Let $x_0= x- \Delta x$. Then $x= x_0+ \Delta x$ and $x+ \Delta x= x_0+ 2\Delta x$ so that $\frac{f(x+ \Delta x)- f(x- \Delta x)}{2\Delta x}= \frac{f(x_0+ 2\Delta x)-f(x_0)}{2\Delta x}$. Taking $h= 2\Delta x$ that becomes $\frac{f(x_0+ h)- f(x_0)}{h}$ and the limit of that as $\Delta x$ (and so h) goes to 0 is the derivative at $x_0$. But since $\Delta x$ is going to 0, $x_0= x- \Delta x$ goes to x. That is, this is simply another way of finding the derivative of f(x). Geometrically, while the usual formula for the derivative take the "secant" from x to $x+ \Delta x$ which, in the limit, becomes the tangent line, this formula takes the secant from two points at equal distance from x. In the limit, that also becomes the tangent line.

Answer 2

Hint: Write $$f(a+\Delta x)-f(a-\Delta x)=\big[\,f(a)-f(a-\Delta x)\big]-\big[\,f(a)-f(a+\Delta x)\big]$$ to relate $\lim_{\Delta x\to0}F(\Delta x)$ to $f'(a)$.

Geometrically, just draw a picture like you would for the usual limit that defines the derivative: $f(a+\Delta x)-f(a-\Delta x)$ is the (signed) height of the line segment that joins $(a-\Delta x,f(a-\Delta x))$ with $(a+\Delta x,f(a+\Delta x))$, and $2\Delta x$ its width.

Answer 3

Let $h = \Delta x$, and note that $a = x - h$. Then $F(h)$ is

$$ F(h)= \frac{f(x) - f(x - 2h)}{2h} $$

Use $h' = -h/2$ instead of $h$, for mere psychological reasons.
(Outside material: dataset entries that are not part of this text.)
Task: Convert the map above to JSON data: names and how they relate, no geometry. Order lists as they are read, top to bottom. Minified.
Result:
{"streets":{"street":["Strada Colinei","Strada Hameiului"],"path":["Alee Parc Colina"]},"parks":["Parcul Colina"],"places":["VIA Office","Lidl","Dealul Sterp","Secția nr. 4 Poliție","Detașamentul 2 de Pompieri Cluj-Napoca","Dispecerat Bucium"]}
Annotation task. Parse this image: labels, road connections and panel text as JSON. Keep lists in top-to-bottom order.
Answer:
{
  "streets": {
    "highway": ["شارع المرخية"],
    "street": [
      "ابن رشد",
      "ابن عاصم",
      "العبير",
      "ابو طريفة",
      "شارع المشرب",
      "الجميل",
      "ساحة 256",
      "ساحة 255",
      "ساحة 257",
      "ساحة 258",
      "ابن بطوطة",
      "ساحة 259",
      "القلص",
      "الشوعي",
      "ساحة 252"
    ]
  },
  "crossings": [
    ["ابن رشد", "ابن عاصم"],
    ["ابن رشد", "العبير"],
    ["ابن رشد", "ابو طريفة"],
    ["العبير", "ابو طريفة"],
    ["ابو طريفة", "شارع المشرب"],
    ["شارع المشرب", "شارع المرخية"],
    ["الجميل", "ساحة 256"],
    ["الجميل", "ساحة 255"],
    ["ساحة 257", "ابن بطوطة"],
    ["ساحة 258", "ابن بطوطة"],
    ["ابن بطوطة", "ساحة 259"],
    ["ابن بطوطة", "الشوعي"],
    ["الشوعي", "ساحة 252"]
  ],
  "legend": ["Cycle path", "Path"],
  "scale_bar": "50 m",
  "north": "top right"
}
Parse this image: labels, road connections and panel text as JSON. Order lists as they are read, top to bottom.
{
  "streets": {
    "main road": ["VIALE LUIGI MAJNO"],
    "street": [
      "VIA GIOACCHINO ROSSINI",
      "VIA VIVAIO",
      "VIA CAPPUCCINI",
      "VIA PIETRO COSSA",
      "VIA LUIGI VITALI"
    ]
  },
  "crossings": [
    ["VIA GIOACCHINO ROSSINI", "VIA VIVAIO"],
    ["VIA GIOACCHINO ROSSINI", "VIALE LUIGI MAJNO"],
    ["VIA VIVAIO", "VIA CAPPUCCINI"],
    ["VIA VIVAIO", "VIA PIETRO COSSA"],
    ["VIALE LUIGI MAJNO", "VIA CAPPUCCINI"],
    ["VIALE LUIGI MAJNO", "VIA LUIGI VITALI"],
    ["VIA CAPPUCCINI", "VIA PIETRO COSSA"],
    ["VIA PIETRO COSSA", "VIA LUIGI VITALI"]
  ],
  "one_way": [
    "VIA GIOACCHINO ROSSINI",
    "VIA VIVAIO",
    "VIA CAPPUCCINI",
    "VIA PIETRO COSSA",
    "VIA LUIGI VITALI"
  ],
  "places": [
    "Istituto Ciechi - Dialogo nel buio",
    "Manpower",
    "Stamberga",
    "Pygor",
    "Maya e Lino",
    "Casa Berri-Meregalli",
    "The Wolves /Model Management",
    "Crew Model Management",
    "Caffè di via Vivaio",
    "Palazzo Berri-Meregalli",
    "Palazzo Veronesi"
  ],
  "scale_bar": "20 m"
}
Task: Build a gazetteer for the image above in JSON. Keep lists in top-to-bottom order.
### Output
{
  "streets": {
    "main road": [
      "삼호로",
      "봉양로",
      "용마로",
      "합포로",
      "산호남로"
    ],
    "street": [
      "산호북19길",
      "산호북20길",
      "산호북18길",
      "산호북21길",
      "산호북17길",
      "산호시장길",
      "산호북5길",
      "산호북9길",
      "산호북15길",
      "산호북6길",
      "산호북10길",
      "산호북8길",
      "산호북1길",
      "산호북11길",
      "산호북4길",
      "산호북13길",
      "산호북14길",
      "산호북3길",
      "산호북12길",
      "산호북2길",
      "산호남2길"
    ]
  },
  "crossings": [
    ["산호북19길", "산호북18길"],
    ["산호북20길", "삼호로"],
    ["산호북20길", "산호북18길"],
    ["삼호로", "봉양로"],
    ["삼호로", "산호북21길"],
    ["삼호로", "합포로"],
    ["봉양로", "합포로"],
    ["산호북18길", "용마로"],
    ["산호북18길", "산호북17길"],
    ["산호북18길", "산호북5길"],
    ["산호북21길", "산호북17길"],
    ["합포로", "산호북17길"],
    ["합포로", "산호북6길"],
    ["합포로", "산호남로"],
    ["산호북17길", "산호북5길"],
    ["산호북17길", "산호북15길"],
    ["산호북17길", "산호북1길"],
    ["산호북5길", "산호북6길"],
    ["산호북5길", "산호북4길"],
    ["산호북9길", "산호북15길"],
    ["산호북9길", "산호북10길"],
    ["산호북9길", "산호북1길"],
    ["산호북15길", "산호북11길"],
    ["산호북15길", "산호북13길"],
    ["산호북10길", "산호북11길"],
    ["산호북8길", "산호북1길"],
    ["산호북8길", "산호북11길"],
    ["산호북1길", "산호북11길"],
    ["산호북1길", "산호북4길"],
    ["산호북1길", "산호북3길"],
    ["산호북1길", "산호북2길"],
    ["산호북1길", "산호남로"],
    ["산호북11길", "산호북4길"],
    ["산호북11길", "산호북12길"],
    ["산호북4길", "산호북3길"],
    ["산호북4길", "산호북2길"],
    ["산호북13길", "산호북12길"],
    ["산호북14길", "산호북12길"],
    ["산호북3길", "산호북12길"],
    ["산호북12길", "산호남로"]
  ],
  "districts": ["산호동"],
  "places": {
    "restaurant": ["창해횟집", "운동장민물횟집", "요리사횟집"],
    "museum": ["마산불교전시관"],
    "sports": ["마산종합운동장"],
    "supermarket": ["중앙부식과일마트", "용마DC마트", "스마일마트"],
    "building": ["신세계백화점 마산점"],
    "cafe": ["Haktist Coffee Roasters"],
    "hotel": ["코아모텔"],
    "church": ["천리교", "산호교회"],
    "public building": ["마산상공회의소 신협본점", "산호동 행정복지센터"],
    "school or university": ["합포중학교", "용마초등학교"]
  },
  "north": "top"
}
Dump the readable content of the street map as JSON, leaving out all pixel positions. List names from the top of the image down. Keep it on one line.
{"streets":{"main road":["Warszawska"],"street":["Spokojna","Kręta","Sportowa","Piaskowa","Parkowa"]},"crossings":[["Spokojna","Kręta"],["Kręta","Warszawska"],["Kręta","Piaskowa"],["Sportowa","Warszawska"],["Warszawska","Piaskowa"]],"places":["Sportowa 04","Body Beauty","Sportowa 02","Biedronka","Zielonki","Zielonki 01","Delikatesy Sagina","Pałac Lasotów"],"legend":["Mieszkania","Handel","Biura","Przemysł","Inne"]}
The limit asked becomes

$$ lim_{h\to 0} F(h) = lim_{h'\to 0} \frac{f(x+h')-f(x)}{h'} = f'(x) $$

See that $F(h)$ is the slope of the secant $s(x)$ passing through $f(x+h)$ and $f(x-h)$. $$ s(x) = f(x-h) + \frac{f(x+h) - f(x-h)}{(x+h)-(x-h)}x $$

When the limit is taken, this becomes $f'(x)$, as expected, because the secant becomes the tangent when $h\to0$.